Des responsables de l'industrie dans le Dakota du Nord affirment que le projet d'oléoduc Upland pourrait réduire la dépendance au transport ferroviaire pour expédier le pétrole brut, alors que des inquiétudes ont été exprimées sur la sécurité des voies ferrées.

Ce projet de 600 millions $ US irait de Williston, dans le nord-ouest du Dakota du Nord, à Moosomin en Saskatchewan.

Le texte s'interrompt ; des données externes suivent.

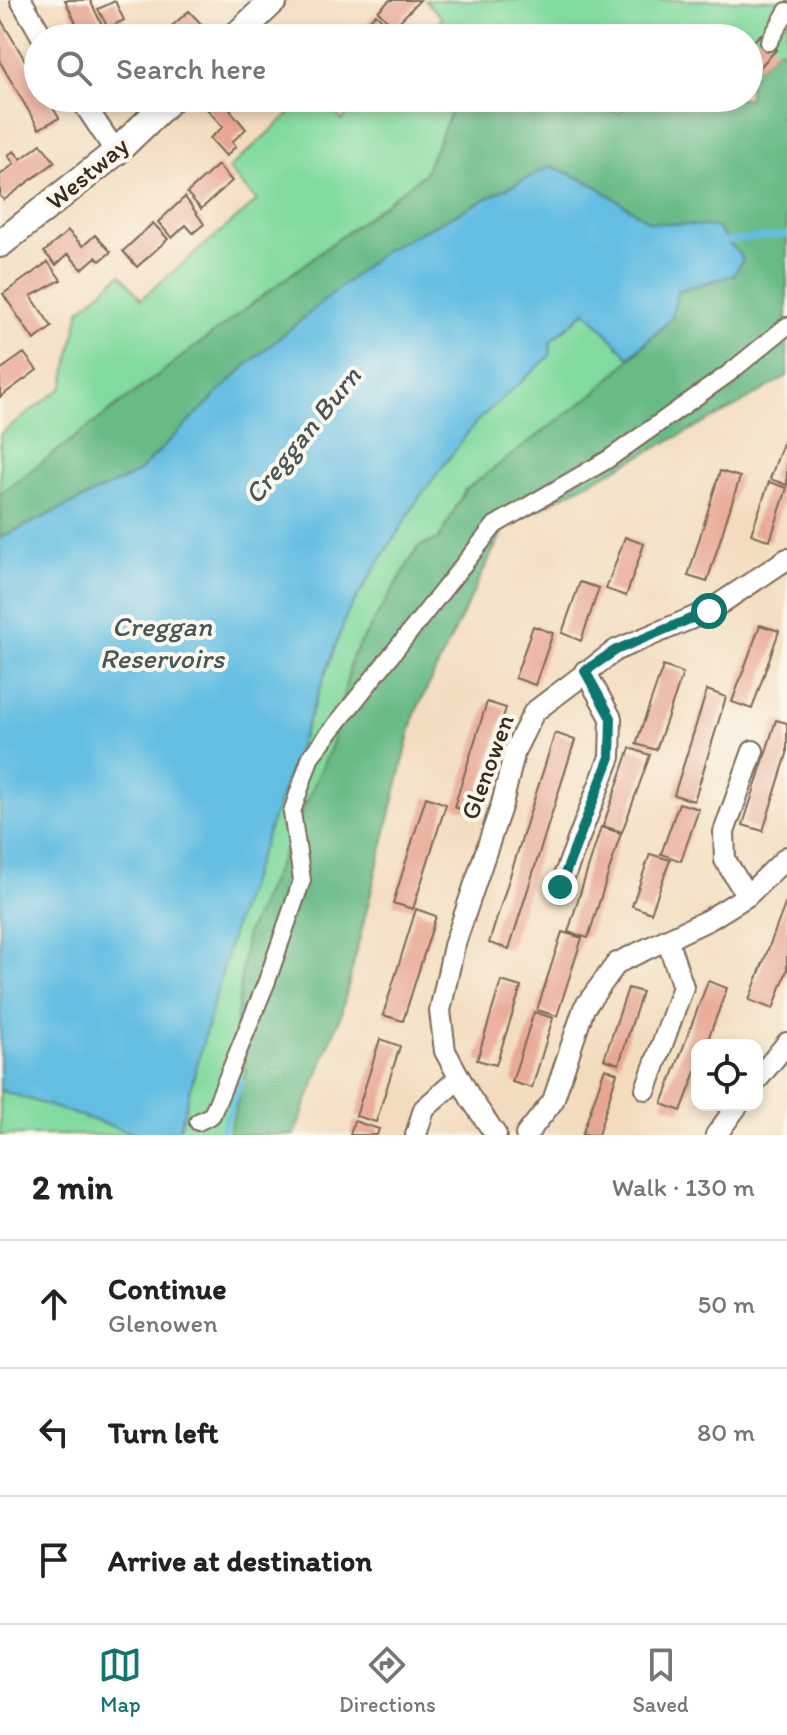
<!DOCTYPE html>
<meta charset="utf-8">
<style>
:root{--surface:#fff;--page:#f2f2f2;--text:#222;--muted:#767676;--line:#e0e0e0;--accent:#0f766e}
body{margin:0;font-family:Itim,sans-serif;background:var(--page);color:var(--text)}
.controls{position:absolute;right:24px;bottom:24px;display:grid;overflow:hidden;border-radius:16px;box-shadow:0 4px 12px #0003}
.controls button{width:72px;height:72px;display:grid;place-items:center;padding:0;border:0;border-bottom:2px solid var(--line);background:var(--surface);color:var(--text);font:40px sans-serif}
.stop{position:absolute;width:24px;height:24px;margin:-18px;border:6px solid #0f766e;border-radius:50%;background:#fff}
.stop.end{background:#0f766e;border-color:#fff;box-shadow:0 2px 8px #0008}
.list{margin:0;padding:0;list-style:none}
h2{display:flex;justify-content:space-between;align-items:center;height:104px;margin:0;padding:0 32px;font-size:34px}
h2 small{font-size:26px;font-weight:400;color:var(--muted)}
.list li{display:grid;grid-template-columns:52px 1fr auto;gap:24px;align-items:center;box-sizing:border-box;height:128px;padding:0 32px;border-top:2px solid var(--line)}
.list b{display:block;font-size:30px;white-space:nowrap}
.list p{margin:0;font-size:26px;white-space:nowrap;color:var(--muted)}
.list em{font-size:26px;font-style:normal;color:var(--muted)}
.icon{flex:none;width:44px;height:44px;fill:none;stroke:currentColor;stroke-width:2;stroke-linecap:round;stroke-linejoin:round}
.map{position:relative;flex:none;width:787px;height:1135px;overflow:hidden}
.search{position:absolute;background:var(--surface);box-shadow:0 4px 12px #0003;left:24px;right:24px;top:24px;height:88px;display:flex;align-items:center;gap:20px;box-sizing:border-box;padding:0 28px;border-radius:44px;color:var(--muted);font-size:30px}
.sheet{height:488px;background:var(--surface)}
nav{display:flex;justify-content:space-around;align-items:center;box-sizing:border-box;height:112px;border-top:2px solid var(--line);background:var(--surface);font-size:22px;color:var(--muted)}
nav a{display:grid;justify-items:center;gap:4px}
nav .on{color:var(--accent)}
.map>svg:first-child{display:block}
</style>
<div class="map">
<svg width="787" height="1135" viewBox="0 0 787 1135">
<rect width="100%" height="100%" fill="#fbf7ec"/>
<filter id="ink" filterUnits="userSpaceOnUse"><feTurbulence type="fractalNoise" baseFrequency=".0125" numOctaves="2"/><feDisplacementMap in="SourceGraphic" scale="16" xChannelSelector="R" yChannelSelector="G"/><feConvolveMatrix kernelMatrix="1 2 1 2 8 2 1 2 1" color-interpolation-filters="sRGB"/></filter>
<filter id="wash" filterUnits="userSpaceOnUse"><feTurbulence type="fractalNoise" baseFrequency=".006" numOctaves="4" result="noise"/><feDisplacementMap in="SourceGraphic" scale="32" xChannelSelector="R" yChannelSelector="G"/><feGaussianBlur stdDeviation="1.8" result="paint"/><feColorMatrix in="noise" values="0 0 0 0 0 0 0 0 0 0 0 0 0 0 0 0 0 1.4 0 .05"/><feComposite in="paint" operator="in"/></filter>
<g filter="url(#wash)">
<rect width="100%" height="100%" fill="#f3dcbe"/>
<path fill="#81da9f" stroke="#5e825e" stroke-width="2" d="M425,0h362v376l-282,150 -90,187 -74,301 -47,121h-294v-701l63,-47 17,-77 41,-36 20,25 116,-98 -29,-32 79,-71h13l22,22 22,-22h385v-60h-326l19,-20z"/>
<path fill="#68ba86" stroke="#527252" stroke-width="2" d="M777,49l10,2v59l-7,7 7,4v255l-50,30 -232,120 -90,187 -74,301 -47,121h-66l18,-64 -10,-48 10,-87 86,-191 20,-88 67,-111 20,-7 26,-49 131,-98 75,-73 7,-29 55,-15 -60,-49 -23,-4 -59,-39 -343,181 -111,109 -137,65v-44l424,-320 33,-76h116l46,15 17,-15h113v-39l10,9z"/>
<path fill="#64bee2" stroke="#507480" stroke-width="2" d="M551,166l40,17 59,39 66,5 27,32 -9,16 -56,15 -7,29 -42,38 -43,-46 -35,30 -1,15 -73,65 -58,77 -72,116 -111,306 -58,215h-39l-139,-45v-552l137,-65 111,-109 137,-114z"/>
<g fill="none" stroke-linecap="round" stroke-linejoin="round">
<path stroke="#64bee2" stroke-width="6" d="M723,241l64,-6
M220,1135l22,-54"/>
</g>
<g id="blocks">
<path fill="#e8a692" d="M65,0h25l18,38h-25z
M390,0h30l-26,27 -16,-16z
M115,1l9,19 -16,8 -10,-19z
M189,11l15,16 -12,11h-34z
M376,14l15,15 -9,9h-31z
M0,18l38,64v16h9l12,20 -20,11 -39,-67z
M761,34l16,15 -18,19 -10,-9v-13z
M218,98l24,2 -12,10 16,19 -14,13 4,4 -10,10 -16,-18 13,-11 -16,-18z
M41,144l14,18 -51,38 -4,-4v-21l14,-11 -6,-9 6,-4 7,8z
M218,165l14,16 -31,28 -14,-16z
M185,197l19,27 -11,9 -7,-8 -14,13 -14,-16z
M153,223l15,16 -31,28 -14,-16z
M68,231l15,15 12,-11 16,17 -11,9 -4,-4 -14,12 -14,-15 -12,11 -12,-13z
M48,262l13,18 -30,16 21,31 -18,13 -31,-46z
M24,353l13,17 -37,27v-27z
M787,432v53l-17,-6z
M720,471l20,6 -33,105 -19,-6z
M769,482l18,6 -17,53 -19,-7z
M625,537l19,7 -18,52 -20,-7z
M580,582l19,6 -18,53 -19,-8z
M760,625l19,6 -27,78 -20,-7z
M533,626l20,7 -18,52 -20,-7z
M663,666l20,7 -27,77 -20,-6z
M707,690l19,7 -32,104 -20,-6z
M487,702l19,6 -33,105 -19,-6z
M776,720l11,3v31l-24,77 -20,-6z
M555,733l20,7 -66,209 -20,-6z
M630,748l20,7 -28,77 -19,-6z
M426,797l20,7 -33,105 -20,-6z
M679,803l20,6 -18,52 -20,-7z
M601,827l20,6 -33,105 -20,-6z
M650,854l20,6 -19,53 -19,-7z
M787,899v71l-14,39 -24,-9z
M416,909l20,7 -33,105 -20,-6z
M562,932l20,6 -25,78 -20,-6z
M501,981l20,6 -25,78 -19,-5z
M708,981l19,7 -21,57h-9v24l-16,42 -19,-7z
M628,988l14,4 -23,72 -15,-5z
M534,1012l19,6 -21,70 -20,-6z
M380,1039l20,7 -24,76 -20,-6z
M605,1068l12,5 -19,62h-16z
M354,1121l25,8 -2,6h-27z"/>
</g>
</g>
<g filter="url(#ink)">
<use href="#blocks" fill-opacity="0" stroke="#7b6856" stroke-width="2"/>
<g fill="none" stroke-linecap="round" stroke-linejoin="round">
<g stroke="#7b6856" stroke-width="20">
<path id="pedestrian" d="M769,42l18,-31
M198,1122l14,-7 55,-134 35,-101 -10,-68 19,-56 184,-231 112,-65 121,-86 59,-48"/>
</g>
<g stroke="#7b6856" stroke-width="24">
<path id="minor" d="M21,0l22,38
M80,98l36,54
M560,887l50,-130 1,-39 -26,-47
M747,896l-22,-36 -1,-28 29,-81
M757,1080l30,-37
M646,1089l37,-102 -16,-48
M416,1135l8,-26 35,-31
M496,1135l-25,-36 -26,-48 -5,-40 14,-65 48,-142 13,-54 19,-38 82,-62 93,-39 78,-52
M526,1135l27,-34 31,-93 33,-45 91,-43 39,-24 40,-39
M716,1135l22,-30"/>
</g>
<g stroke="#7b6856" stroke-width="30">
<path id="tertiary" d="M234,38l40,-38
M0,244l116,-92 56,-54"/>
</g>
<use href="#pedestrian" stroke="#fff" stroke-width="16"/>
<use href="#minor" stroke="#fff" stroke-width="20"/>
<use href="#tertiary" stroke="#fff" stroke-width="26"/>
</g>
</g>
<g fill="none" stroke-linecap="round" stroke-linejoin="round" filter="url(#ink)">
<path stroke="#0f766e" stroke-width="10" d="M560,887l50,-130 1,-39 -26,-47 31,-21 93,-39"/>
</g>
<g text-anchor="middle" stroke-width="8" stroke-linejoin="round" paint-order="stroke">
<g font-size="26" fill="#3b2a1e" stroke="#fbf7ec">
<text transform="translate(87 173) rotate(-40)" y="9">Westway</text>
<text transform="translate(487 767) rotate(-70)" y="9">Glenowen</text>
</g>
<g font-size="28" font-style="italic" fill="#475659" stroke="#fbf7ec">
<text transform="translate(302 435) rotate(-51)" y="10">Creggan Burn</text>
<text x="162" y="636">Creggan<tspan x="162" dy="32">Reservoirs</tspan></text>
</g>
</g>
</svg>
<div class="controls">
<button><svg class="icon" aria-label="locate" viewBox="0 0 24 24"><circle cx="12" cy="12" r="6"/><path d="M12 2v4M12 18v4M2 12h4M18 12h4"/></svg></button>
</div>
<div class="stop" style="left:709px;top:611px"></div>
<div class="stop end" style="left:560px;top:887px"></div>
<div class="search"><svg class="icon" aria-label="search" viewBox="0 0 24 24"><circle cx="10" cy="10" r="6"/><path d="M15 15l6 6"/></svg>Search here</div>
</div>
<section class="sheet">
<h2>2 min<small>Walk · 130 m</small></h2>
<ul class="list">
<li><svg class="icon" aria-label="ahead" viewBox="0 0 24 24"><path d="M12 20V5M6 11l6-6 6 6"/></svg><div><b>Continue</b><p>Glenowen</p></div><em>50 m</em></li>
<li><svg class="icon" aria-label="left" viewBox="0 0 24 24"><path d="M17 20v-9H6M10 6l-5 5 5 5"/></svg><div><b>Turn left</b></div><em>80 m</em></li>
<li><svg class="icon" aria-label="arrive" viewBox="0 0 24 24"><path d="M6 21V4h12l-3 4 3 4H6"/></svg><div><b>Arrive at destination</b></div></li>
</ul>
</section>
<nav>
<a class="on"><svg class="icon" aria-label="map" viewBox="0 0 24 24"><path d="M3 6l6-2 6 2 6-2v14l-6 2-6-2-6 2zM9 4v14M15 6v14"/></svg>Map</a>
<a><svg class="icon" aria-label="directions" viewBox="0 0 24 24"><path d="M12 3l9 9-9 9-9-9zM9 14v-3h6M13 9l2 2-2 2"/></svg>Directions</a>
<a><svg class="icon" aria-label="saved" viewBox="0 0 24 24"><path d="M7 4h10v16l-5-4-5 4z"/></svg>Saved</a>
</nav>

Il pourrait transporter jusqu'à 300 000 barils de pétrole par jour sur 320 kilomètres, et se connecterait à plusieurs autres lignes, dont l'oléoduc projeté Énergie Est.

Selon TransCanada (T.TRP), Upland et Énergie Est seront des infrastructures clés pour fournir la capacité requise pour améliorer la sécurité de l'approvisionnement des raffineries canadiennes et américaines et réduire le besoin d'importations étrangères.

La compagnie espère qu'Upland sera fonctionnel en 2018. Il lui faut obtenir les approbations du département d'État américain, de la commission des services publics du Dakota du Nord et de l'Office national de l'énergie du Canada. Elle prévoit soumettre sa demande au département d'État durant le deuxième trimestre de 2015.

Le projet Keystone XL de 1897 kilomètres est bloqué depuis des années au gouvernement américain, notamment en raison d'inquiétudes environnementales. Le Congrès a approuvé sa construction la semaine dernière, mais le président Barack Obama menace d'opposer son droit de veto sur le projet.

Le porte-parole de TransCanada, Davis Sheremata, a affirmé jeudi que la compagnie ne pouvait prédire si elle ferait face aux mêmes obstacles avec Upland. Le président de TransCanada, Russ Girling, a affirmé la semaine dernière qu'il espérait que la situation de Keystone XL soit «une anomalie».